TheWord Thanks seems like I need the English lesson. Grin

ladySybil

I hadn't thought of it like that, I just wouldn't want her to take it for granted.
It's a different set up with dd as she has an award from gov scheme for music and drama and whilst we do have to pay a small amount, the fees are over 30k per year.
I guess it's a fine line not allowing them to take it for granted and putting pressure on them.
After reading your comment I will lay off now and not tell her anymore.

Luna9 · 16/03/2015 13:07

For my family we will need 80k after taxes to pay private school for two children; that includes the mortgage and all the family extras but does not leave much for holidays. That is paying purely on monthly income as we don't have investments or rental properties.
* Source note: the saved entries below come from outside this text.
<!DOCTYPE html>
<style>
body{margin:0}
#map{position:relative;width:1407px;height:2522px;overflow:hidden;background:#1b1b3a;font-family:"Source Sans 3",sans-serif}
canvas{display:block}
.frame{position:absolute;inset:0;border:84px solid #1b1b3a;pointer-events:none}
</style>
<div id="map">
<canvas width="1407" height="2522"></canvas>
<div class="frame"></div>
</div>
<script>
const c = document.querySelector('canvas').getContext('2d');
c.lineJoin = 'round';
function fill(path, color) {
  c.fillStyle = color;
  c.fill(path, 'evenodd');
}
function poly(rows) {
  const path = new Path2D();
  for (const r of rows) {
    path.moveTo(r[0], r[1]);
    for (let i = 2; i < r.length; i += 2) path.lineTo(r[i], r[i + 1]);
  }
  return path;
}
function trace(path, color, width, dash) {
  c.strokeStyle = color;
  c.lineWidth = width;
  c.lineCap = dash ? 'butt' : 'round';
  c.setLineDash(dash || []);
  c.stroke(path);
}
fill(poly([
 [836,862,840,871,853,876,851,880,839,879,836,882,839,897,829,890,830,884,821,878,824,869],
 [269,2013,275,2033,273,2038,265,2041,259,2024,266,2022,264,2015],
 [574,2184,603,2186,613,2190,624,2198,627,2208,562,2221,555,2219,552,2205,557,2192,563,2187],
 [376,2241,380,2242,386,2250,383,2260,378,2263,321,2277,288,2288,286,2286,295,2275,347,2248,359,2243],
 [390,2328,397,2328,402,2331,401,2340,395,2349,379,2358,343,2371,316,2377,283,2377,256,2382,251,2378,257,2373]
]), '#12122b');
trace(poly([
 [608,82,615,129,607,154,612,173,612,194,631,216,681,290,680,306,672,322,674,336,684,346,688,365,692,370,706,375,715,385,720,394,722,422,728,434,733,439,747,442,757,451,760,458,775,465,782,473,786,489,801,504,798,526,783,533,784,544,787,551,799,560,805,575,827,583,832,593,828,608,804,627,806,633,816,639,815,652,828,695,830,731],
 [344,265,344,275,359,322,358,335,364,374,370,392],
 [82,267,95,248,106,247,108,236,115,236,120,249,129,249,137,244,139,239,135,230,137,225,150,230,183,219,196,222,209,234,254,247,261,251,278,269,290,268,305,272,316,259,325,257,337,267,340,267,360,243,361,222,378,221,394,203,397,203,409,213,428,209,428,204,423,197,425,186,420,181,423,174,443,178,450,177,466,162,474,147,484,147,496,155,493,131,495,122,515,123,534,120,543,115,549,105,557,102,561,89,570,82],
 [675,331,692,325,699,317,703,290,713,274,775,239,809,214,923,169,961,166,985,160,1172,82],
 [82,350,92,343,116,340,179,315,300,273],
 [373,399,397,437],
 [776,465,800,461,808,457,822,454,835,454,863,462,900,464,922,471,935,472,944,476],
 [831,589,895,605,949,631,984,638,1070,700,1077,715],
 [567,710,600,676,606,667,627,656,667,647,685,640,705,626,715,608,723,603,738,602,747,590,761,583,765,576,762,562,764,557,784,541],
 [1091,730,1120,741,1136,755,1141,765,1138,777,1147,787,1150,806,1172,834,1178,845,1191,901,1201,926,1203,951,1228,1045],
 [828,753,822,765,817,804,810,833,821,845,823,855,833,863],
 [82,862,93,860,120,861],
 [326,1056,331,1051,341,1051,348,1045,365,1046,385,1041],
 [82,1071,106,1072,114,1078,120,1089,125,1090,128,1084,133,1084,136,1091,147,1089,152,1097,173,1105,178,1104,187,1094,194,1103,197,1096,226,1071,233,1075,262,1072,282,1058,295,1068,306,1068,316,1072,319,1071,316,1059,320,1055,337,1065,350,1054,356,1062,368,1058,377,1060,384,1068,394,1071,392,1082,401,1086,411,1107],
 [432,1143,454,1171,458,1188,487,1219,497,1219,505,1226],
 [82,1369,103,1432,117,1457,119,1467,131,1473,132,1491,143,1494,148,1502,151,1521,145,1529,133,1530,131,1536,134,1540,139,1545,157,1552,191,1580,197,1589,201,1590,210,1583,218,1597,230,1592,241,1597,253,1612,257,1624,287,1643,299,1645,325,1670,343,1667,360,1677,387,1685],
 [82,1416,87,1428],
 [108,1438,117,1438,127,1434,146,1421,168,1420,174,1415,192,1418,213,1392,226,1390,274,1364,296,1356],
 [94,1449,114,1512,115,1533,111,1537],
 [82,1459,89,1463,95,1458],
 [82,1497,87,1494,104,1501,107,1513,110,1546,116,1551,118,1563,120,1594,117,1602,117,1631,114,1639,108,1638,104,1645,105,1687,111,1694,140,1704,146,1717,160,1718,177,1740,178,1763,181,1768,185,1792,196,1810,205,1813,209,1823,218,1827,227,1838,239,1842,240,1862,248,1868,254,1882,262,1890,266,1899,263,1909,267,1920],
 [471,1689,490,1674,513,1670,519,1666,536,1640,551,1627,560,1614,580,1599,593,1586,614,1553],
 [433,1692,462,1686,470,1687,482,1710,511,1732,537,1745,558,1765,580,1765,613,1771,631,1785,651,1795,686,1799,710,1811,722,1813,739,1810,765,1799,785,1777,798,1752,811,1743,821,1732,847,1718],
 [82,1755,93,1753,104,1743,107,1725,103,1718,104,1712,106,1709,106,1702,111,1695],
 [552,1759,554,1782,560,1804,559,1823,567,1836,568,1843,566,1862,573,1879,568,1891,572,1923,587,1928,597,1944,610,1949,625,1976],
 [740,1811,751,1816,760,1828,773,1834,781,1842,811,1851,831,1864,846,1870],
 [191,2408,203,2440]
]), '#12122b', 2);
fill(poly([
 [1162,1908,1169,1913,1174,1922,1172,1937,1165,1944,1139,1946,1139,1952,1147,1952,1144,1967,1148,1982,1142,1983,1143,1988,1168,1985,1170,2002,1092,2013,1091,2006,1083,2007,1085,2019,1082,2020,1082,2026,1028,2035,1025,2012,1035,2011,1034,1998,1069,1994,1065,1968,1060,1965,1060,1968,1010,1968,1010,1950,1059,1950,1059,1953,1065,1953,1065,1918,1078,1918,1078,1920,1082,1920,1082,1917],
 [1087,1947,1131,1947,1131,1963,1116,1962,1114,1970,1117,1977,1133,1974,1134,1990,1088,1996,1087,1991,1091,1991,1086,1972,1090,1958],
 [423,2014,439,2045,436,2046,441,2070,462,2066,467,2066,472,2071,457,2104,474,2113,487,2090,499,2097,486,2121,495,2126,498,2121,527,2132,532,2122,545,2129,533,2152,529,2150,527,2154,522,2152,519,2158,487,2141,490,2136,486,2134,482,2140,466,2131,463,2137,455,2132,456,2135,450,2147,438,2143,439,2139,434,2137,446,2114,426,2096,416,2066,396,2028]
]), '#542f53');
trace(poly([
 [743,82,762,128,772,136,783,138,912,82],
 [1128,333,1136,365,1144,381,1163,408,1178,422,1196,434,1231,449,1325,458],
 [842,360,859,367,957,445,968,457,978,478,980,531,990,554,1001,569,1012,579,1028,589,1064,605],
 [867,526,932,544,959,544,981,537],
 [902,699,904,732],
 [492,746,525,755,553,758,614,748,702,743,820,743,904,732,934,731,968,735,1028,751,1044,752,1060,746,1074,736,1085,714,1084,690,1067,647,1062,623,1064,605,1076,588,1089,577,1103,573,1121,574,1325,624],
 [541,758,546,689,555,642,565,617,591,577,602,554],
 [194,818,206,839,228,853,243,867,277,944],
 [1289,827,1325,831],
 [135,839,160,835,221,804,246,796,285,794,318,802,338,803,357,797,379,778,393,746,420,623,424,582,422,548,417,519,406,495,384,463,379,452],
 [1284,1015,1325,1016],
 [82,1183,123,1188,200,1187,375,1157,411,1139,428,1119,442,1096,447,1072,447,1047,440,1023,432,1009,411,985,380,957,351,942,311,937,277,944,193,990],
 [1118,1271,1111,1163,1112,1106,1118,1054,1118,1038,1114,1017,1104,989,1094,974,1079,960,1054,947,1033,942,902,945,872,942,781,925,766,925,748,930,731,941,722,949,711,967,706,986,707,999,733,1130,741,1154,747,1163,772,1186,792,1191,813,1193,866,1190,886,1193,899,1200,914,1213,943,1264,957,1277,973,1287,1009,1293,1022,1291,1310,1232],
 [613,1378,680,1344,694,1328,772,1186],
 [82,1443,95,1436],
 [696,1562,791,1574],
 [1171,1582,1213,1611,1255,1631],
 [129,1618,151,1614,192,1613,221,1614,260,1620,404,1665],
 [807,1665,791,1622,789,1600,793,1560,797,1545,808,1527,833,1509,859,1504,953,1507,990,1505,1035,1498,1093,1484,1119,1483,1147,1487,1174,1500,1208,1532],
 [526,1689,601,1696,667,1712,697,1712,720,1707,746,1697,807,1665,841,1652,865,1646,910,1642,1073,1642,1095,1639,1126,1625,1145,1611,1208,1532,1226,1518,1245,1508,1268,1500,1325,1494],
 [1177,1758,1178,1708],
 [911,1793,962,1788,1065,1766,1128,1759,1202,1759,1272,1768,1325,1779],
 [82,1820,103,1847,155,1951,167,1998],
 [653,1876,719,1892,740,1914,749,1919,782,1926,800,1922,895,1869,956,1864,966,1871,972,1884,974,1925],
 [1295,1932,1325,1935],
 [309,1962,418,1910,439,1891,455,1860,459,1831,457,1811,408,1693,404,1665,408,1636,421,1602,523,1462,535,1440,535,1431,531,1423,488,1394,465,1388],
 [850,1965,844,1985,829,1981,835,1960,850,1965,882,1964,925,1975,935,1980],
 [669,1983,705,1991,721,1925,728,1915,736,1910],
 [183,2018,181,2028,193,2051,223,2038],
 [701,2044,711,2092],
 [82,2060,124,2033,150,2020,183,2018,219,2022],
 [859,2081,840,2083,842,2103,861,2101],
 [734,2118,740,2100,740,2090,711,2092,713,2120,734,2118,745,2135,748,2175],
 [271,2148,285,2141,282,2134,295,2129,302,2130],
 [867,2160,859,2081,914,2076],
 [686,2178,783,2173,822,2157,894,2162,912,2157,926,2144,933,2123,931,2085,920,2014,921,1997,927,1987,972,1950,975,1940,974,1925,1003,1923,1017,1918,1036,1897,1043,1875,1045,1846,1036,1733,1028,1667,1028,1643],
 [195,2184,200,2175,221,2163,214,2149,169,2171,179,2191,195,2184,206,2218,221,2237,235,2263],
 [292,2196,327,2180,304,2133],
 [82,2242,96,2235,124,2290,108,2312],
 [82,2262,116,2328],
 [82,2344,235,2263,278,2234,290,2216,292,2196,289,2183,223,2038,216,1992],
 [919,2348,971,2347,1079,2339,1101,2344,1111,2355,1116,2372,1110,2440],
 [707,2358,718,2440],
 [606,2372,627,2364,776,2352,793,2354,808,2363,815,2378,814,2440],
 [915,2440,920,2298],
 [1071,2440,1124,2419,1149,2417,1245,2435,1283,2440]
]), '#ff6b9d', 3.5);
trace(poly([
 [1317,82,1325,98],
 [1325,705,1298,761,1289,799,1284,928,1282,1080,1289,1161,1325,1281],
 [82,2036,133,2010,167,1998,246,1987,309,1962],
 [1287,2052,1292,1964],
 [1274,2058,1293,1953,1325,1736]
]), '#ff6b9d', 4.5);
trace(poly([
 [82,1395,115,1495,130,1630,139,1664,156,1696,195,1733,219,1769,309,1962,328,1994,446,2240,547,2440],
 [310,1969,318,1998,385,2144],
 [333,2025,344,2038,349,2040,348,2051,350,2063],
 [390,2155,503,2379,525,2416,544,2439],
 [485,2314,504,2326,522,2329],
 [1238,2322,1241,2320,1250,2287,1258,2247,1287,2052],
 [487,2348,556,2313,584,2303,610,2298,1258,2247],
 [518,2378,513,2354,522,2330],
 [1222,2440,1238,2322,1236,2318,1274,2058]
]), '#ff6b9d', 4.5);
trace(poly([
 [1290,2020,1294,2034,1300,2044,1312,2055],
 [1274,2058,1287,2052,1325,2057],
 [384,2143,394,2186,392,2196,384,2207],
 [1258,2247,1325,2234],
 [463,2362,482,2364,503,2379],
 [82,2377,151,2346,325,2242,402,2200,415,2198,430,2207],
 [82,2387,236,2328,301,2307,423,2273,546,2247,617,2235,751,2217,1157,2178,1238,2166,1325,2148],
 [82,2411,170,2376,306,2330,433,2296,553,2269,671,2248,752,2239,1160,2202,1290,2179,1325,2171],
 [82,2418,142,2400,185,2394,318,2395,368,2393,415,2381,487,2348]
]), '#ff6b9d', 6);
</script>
A big risk in my opinion as by the time kids finish their education we will have about 10 years before we retire to save for a pension; that is without thinking of university.

morethanpotatoprints · 16/03/2015 13:08

90k mortgage, bloody hell Jilly Shock

Your house must be worth squillions. Grin

cauchy · 16/03/2015 13:12

Cauchy, this is exactly my point - run 400 or 600k through a mortgage calculator and see what kind of combined income after tax you need to afford that - THEN see if you can pay, say, 2 x 15k school fees a year on top.

A 400k mortgage is currently around 2k per month.

A family income of 150k (shared) is about 8k per month. So if you want to then 30k per year = 2.5k per month is possible. That leaves 3.5k per month left to pay bills and live.

In reality most people on 150k (between them) with school aged children will be in their late 30s at least, they will have some equity in their house, and they will have had to put aside income to pay daycare anyhow. If one parent has been staying at home to look after the children then going back to work would increase the family income.

At my DC's school most people are funding it on incomes of this kind of level, living in houses worth 400k-800k. Yes, there are richer families, but most aren't earning incomes which are hundreds of thousands.

LadySybilLikesSloeGin · 16/03/2015 13:17

Ds knows that other children in the world are not able to go to school at all so he's lucky to live in the UK. It takes a bit of pressure off him but he still knows that he shouldn't take his education for granted. They learned about the young girl who was shot in the head for making a stand for education so he does feel lucky but in a different way, if you see where I'm coming from.

toddlerwrangling · 16/03/2015 13:25

Cauchy, a 400k mortgage is not 2k a month if you are first time buyers or don't have substantial equity anyway. You are missing the point that young professionals are typically paying much higher interest rates. You are also forgetting that if this is joint income then the income multiples lent will be far less.

We're talking here, too, not just about households with 150k+ incomes (there are very few under-40 professionals earning that outside London); but the "traditional middle class", who would have in earlier generations made sacrifices to afford private education - doctors, architects, lecturers, ordinary (not city) solicitors and accountants, and mostly on one rather than two incomes. Starter 2-bed homes where I live in the SE are around 350-400k, and I can assure you two-income professional couples (joint income 80-100k) are struggling to afford these. The majority of the housing market here is buying and selling between those who already benefited from the big price rises between 2000-2007 by already being in the market.

I think you are dramatically overestimating what even well-paid professionals actually earn, and what the cost of housing actually is if you are younger than 40. Have a look at the IFS "Where do I fit in" site - it is very instructive on what income distribution actually looks like in the UK, especially at the top end:

www.ifs.org.uk/wheredoyoufitin/

Lordofmyflies · 16/03/2015 13:28

Both my DH and I are full time GPs with total combined income of about £80K. There is no way we can afford fees of £15k per year per child. Like foodporn, we use good, local state schools and top up with tution if needed.
Most people I know who privately educate their DC use grandparent income to do so, mainly I believe ,because most of our generation have larger mortgages to contend with than previous generations.